# Assignment:
Pull out every line from the listing that has the word "fabs".

# Records provided:
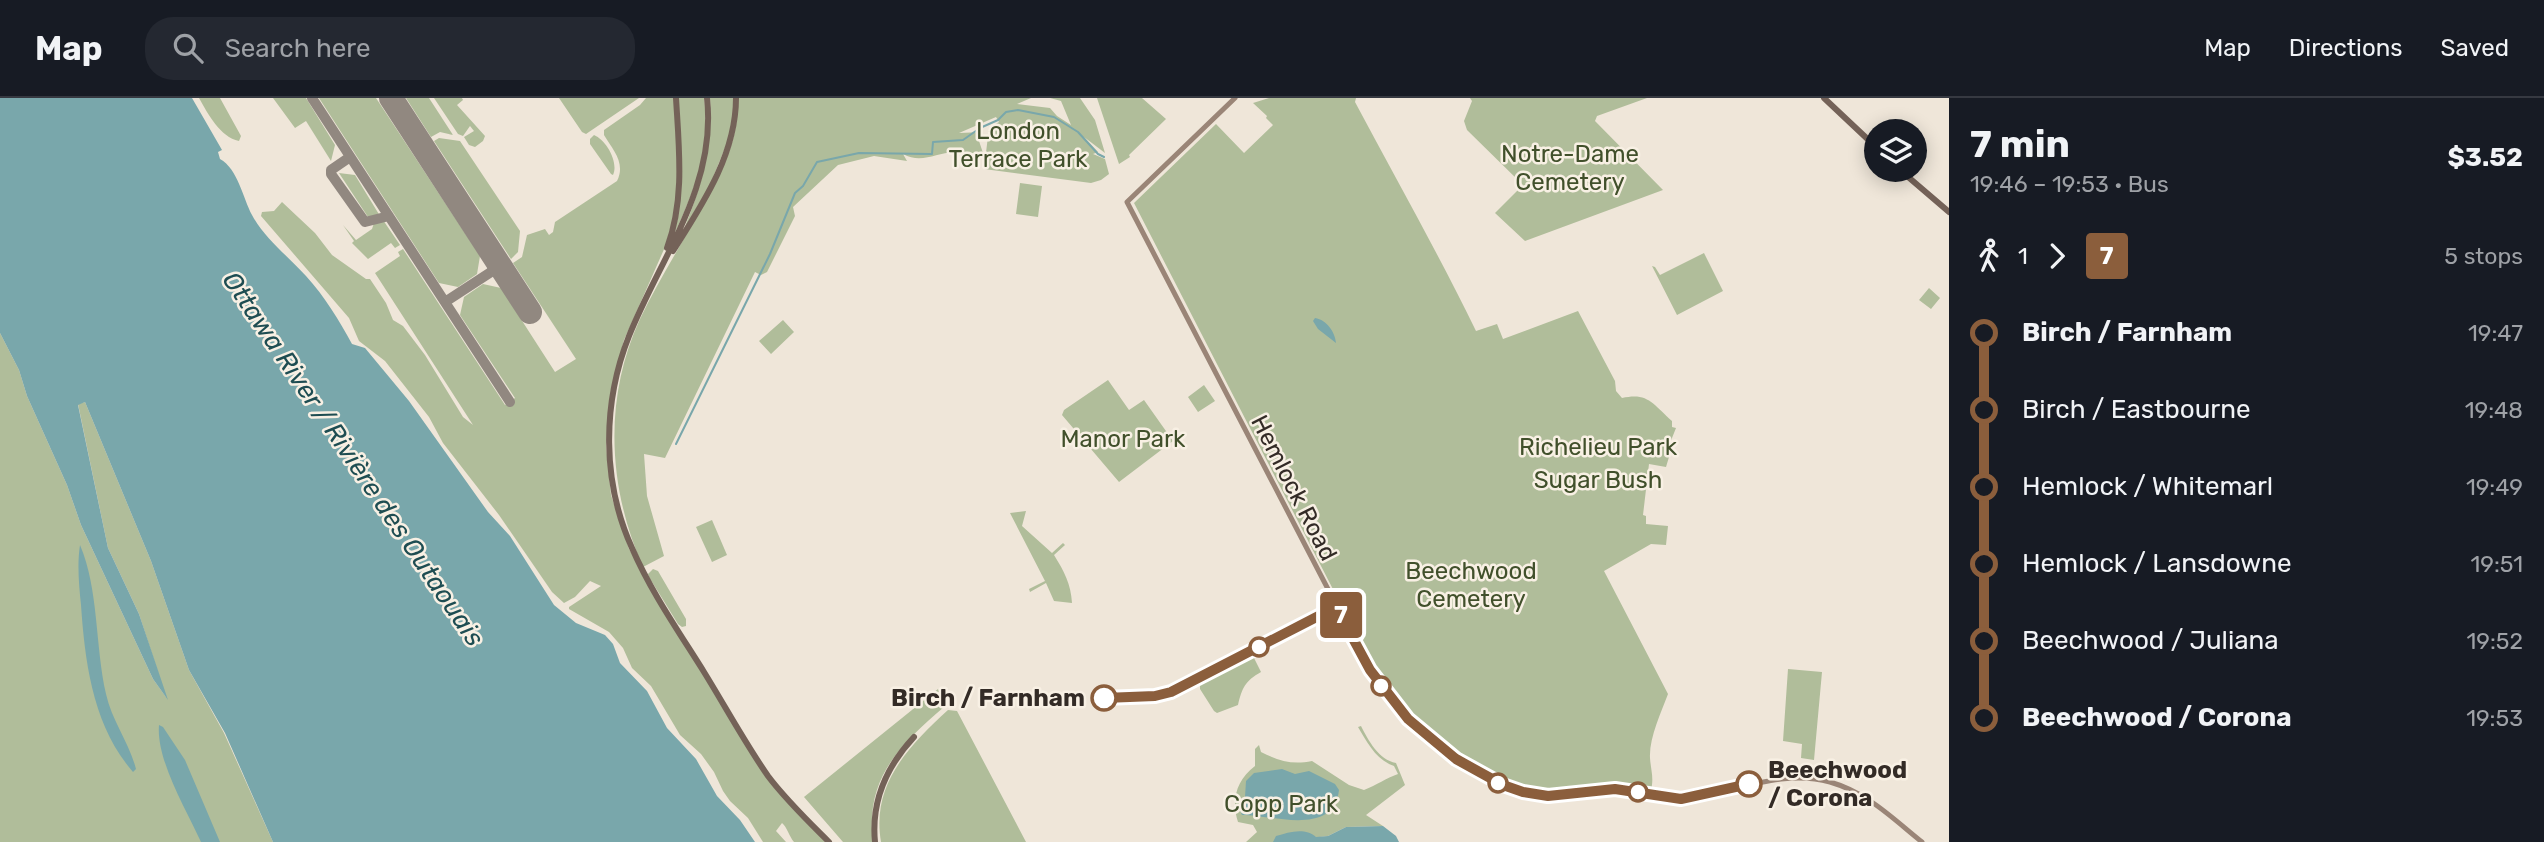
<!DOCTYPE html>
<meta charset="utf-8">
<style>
:root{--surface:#171b24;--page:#242831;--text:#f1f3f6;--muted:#9ea1a6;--line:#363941}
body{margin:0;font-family:Rubik,sans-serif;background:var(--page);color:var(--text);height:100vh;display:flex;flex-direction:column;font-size:26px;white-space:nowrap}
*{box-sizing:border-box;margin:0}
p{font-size:23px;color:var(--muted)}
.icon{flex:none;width:38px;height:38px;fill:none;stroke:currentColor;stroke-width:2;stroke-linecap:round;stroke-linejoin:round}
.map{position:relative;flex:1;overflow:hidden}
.side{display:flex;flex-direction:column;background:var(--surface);width:595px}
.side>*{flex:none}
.badge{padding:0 14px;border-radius:5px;font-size:24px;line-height:46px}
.fabs{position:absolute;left:1864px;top:21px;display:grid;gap:14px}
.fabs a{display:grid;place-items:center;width:63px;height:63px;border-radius:50%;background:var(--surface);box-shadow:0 4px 18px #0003;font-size:35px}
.map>.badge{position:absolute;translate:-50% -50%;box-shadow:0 0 0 4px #fff}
.legs{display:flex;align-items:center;gap:10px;height:77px;padding:0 21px;font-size:23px}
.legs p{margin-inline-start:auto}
.summary{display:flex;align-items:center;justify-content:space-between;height:119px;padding:0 21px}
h1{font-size:38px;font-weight:700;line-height:52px}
ul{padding:0 21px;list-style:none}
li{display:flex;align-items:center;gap:24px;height:77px;font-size:26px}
li i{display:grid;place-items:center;width:10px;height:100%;margin:0 9px;background:currentColor}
li i::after{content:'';width:18px;height:18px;margin:-9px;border:5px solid;border-radius:50%;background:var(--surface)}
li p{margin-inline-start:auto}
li:first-child i{background:linear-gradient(#0000 50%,currentColor 0)}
li:last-child i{background:linear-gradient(currentColor 50%,#0000 0)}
header{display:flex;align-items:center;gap:42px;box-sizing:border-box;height:98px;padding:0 35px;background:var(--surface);border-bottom:2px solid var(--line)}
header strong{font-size:33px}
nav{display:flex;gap:38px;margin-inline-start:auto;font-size:24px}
.search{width:490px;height:63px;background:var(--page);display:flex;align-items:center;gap:18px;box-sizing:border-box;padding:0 24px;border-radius:28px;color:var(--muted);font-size:26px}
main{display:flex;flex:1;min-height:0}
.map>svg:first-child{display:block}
.green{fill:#b0bd9a}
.water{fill:#79a7ab}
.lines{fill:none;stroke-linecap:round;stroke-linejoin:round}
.stream{stroke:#79a7ab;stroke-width:2}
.taxiway{stroke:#918880;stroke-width:10}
.runway{stroke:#918880;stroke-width:24}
.secondary{stroke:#9a8577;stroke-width:5}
.primary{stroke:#746258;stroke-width:6}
.line-1-casing{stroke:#fff;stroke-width:16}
.line-1{stroke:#8b5e3c;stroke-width:10}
.stop-1-dot{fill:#fff;stroke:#8b5e3c;stroke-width:3.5}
.labels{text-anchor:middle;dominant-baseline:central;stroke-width:5;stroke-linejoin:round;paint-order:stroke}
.park-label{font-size:24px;fill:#41502b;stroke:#f8f0e4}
.street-label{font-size:24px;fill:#332b26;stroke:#f8f0e4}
.stop-label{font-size:24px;font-weight:bold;fill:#332b26;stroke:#f8f0e4;text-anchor:end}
.water-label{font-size:26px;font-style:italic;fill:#1e4d52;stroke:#f8f0e4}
</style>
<header>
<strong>Map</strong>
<div class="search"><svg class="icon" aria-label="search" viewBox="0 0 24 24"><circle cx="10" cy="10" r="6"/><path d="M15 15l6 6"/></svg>Search here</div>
<nav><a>Map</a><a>Directions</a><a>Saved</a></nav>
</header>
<main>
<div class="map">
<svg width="1949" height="744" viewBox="0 0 1949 744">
<rect width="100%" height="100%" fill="#efe6d9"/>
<!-- green -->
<path class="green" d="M 199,0 L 220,0 L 241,38 L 239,43 C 220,39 208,16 199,0 Z
M 273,0 L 306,0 L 335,47 L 331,63 L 306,23 L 295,30 Z
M 319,0 L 376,0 L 480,158 L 477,176 L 458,189 L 439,185 Z
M 406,0 L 429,0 L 453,37 L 440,34 L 431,39 Z
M 434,0 L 462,0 L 463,2 L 457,7 L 485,38 L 483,43 L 475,49 L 469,47 L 464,39 L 474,33 L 470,28 L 463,38 L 458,36 Z
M 559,0 L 639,0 L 586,36 L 582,34 Z
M 646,0 L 674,0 L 679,91 L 676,111 L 665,149 L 624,242 L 611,291 L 606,347 L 611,397 L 629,451 L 751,655 L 825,744 L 794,744 C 789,738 787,729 782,725 L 776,733 L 786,744 L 763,744 L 748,720 L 730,703 L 723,693 L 714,674 L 701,656 L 680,637 L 651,588 L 632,570 L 623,550 L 609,534 L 569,511 L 569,509 L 601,488 L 590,483 L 575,499 L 564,505 L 552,494 L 499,417 L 443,345 L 429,319 L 385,263 L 359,243 L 349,220 L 261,118 L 262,114 L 274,113 L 282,104 L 315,135 L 332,157 L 366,181 L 370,181 L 386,205 L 393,222 L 403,228 L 425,257 L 463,319 L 473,327 L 375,175 L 400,158 L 398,154 L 403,151 L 505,307 L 515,300 L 460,217 L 464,199 L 483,186 L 501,190 L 555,274 L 576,261 L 513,165 L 522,159 L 527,137 L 545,131 L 549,137 L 553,134 L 555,124 L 617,83 C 626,65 613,52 604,37 L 604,32 L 640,7 Z
M 677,0 L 704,0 C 711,53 694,94 672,141 L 678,120 Z
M 710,0 L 734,0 L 731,35 L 710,87 L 684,131 C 702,87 713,48 710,0 Z
M 738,0 L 1031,0 L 1017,6 L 1050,10 L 1057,18 L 1071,27 L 1061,3 L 1050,0 L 1080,0 L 1095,22 L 1105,55 L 1084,39 L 1098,54 L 1093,56 L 1105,61 L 1109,76 L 1101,82 L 1091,85 L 984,71 L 989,30 L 999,24 L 996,19 L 959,35 L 983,34 L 978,40 L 983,55 C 973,56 964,54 954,54 C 936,55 921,66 903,56 L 907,63 L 874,58 L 838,67 L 793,109 L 795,118 L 767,174 L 761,177 L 755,174 L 665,360 L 644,356 L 647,398 L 664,458 L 643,469 C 608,390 603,301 640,221 C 655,189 674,159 691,128 C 715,86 739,50 738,0 Z
M 1097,0 L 1142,0 L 1166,21 L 1129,57 L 1130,59 L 1119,66 Z
M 1269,0 L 1356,0 L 1355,4 C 1396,81 1438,155 1476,233 L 1497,226 L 1503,241 L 1578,213 L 1615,283 L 1616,293 L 1622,300 C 1648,294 1653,306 1672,323 L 1672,329 L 1676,330 L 1666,355 L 1669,359 L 1666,369 L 1649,366 L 1643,417 L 1646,418 L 1646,426 L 1668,428 L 1666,447 L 1651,446 L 1604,473 L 1668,596 C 1661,615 1649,640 1650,660 C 1651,674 1654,678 1651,693 C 1633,689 1617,686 1598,687 C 1584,688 1570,693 1556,692 C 1492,689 1432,645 1394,596 C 1378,576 1368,554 1354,532 L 1134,105 L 1216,26 L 1244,55 L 1273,27 L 1266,20 L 1267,18 L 1253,5 Z
M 1470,0 L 1647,0 L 1597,18 L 1595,23 L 1663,92 L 1525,143 L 1495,115 L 1523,87 L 1467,32 L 1464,23 L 1472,3 Z
M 594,37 C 606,42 619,64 613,77 L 611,76 L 590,46 L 590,41 Z
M 439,40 L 460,43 L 520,133 L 518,154 L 511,161 L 434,43 Z
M 339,75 L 355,77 L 380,118 L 370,122 Z
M 1020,85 L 1042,88 L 1038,119 L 1016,116 Z
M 383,122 L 400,147 L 395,150 L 391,145 L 368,161 L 352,145 L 354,143 L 343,127 L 356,142 L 372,131 L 374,125 Z
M 1704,155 L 1723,193 L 1677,217 L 1652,168 L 1655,169 L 1660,177 Z
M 1929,190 L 1940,200 L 1931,211 L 1919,202 Z
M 783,222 L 794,234 L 771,256 L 759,243 Z
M 0,235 L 19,272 L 27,298 L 67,387 L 81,427 L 153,581 L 166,599 L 139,516 L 108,450 L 78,306 L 85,304 L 151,463 L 189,572 L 224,635 L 273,744 L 0,744 Z
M 1108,282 L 1129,312 L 1144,302 L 1173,343 L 1119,384 L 1062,317 L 1064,312 Z
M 1204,287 L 1215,303 L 1198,314 L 1188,299 Z
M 1026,413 L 1022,428 L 1052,455 L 1063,445 L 1065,447 L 1054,457 C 1064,473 1071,486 1072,505 L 1054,503 L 1046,485 L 1030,494 L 1029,491 L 1045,483 L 1010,415 Z
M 712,422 L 727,457 L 712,464 L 696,429 Z
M 653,471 L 658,473 L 686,521 L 686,528 L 682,529 L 678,526 L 649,479 L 648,476 Z
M 1252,556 L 1261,574 C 1245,583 1242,590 1238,607 L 1217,615 L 1214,613 L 1200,591 L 1200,583 Z
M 1788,571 L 1822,574 L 1814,662 L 1801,660 L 1802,646 L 1783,643 Z
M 938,591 L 945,606 L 944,609 C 899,648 865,680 873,744 L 843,744 L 804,699 Z
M 948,612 L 957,613 L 1026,744 L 881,744 C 871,686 909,648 948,612 Z
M 1361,628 C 1368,642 1379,662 1396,665 L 1405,687 L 1366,717 L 1383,728 L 1346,729 L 1328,738 L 1278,744 L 1246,744 L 1257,734 L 1253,727 L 1238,724 C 1231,703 1236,682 1255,668 L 1255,651 L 1259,647 L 1261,654 C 1279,663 1292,667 1312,663 L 1349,687 L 1364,692 C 1377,687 1386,680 1398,676 L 1394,668 C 1376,662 1367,644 1358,629 Z"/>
<!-- water -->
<path class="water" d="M 0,0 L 192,0 L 222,52 L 218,54 L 220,61 C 238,71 243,100 252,117 C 265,141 288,158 306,178 C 325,199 339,222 352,246 L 365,250 L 409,303 L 488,414 L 510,438 L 554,507 L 576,525 L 605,537 L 613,546 L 620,565 L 647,593 L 667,630 L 696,661 L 717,698 L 740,722 L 755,744 L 273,744 L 225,635 L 189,572 L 151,463 L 85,304 L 78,307 L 108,450 L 139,516 L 168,602 L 153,581 L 81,427 L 67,387 L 27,298 L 19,272 L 0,235 Z
M 1315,220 C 1327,222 1335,234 1336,245 L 1318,231 L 1313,223 Z
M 80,447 C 99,492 95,548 106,596 C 112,623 129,644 136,671 L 133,674 C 93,628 85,565 81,507 C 79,487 77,467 80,447 Z
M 159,627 L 163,629 L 185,662 L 220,744 L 201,744 C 187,713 156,662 159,627 Z
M 1282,671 L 1295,676 L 1309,673 L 1335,686 L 1339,692 C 1334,739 1272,717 1242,717 L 1238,708 L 1245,699 L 1246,683 L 1254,675 Z
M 1383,728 L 1396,738 L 1399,744 L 1273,744 L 1276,738 C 1289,734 1305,729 1316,739 L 1328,738 L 1346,729 Z"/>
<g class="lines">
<!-- stream -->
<path class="stream" d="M 676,346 L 770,156 L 795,95 L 803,88 L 817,64 L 859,55 L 932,56 L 933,44 L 963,42 L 980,30 L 998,22 L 1006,14 L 1018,12 L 1054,19 L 1078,34 L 1098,56 L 1104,59"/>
<!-- taxiway -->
<path class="taxiway" d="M 312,0 L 510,304
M 350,59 L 331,72 L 331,76 L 365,124 L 389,118
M 445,204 L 491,174 L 495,165 L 493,156"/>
<!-- runway -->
<path class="runway" d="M 391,0 L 530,214"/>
<!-- secondary -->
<path class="secondary" d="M 1235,0 L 1127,104 L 1370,572 C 1409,629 1474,692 1547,697 C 1570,699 1592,690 1615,690 C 1640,691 1663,703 1689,700 C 1736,694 1781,671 1830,684 C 1868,695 1892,720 1922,744"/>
<!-- primary -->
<path class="primary" d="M 707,0 C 717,89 660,160 629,238 C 602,306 602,384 632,450 C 651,494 679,534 704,574 C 725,608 745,645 768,678 C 786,702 808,723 829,744
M 1824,0 L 1876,49
M 1900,72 L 1949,114
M 667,150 C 685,101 679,51 676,0
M 673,153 C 702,107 736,57 736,0
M 875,744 C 871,703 886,669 914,639"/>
</g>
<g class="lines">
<defs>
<path id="line-1" d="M 1104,600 L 1155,598 L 1171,594 L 1336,509 L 1370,572 L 1408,621 L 1456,661 L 1503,687 L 1523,694 L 1548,698 L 1615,691 L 1681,701 L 1749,686"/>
</defs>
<!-- line-1 casing -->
<use href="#line-1" class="line-1-casing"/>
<!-- line-1 -->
<use href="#line-1" class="line-1"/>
</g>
<!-- markers -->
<g class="stop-1-dot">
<circle cx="1259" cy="549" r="9"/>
<circle cx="1381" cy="588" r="9"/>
<circle cx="1104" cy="600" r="12"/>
<circle cx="1498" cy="685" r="9"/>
<circle cx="1749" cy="686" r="12"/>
<circle cx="1638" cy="694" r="9"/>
</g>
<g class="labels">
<!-- park labels -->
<g class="park-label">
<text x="1018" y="33">London<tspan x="1018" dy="28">Terrace Park</tspan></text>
<text x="1570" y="56">Notre-Dame<tspan x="1570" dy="28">Cemetery</tspan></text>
<text x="1123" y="341">Manor Park</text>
<text x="1598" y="349">Richelieu Park</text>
<text x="1598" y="382">Sugar Bush</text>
<text x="1471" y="473">Beechwood<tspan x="1471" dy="28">Cemetery</tspan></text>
<text x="1281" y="706">Copp Park</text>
</g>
<!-- street labels -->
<g class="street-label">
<text transform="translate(1294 390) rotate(63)">Hemlock Road</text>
</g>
<!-- stop labels -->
<g class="stop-label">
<text x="1085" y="600">Birch / Farnham</text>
<text x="1768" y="672" text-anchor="start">Beechwood<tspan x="1768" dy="28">/ Corona</tspan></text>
</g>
<!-- water labels -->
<g class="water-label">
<text transform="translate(353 361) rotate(56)">Ottawa River / Rivière des Outaouais</text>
</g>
</g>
</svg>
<div class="fabs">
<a><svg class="icon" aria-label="layers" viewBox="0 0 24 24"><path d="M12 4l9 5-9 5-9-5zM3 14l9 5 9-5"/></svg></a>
</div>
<b class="badge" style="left:1341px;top:517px;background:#8b5e3c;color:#fff">7</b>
</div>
<section class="side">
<div class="summary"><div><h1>7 min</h1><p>19:46 – 19:53 · Bus</p></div><b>$3.52</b></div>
<div class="legs"><svg class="icon" aria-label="walk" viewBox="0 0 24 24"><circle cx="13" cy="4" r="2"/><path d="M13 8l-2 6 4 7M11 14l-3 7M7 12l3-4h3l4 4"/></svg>1<svg class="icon" aria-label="forward" viewBox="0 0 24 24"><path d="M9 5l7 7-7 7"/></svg><b class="badge" style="background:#8b5e3c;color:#fff">7</b><p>5 stops</p></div>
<ul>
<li><i style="color:#8b5e3c"></i><b>Birch / Farnham</b><p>19:47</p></li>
<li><i style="color:#8b5e3c"></i><span>Birch / Eastbourne</span><p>19:48</p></li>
<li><i style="color:#8b5e3c"></i><span>Hemlock / Whitemarl</span><p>19:49</p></li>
<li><i style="color:#8b5e3c"></i><span>Hemlock / Lansdowne</span><p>19:51</p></li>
<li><i style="color:#8b5e3c"></i><span>Beechwood / Juliana</span><p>19:52</p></li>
<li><i style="color:#8b5e3c"></i><b>Beechwood / Corona</b><p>19:53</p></li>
</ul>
</section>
</main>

# Written solution:
.fabs{position:absolute;left:1864px;top:21px;display:grid;gap:14px}
.fabs a{display:grid;place-items:center;width:63px;height:63px;border-radius:50%;background:var(--surface);box-shadow:0 4px 18px #0003;font-size:35px}
<div class="fabs">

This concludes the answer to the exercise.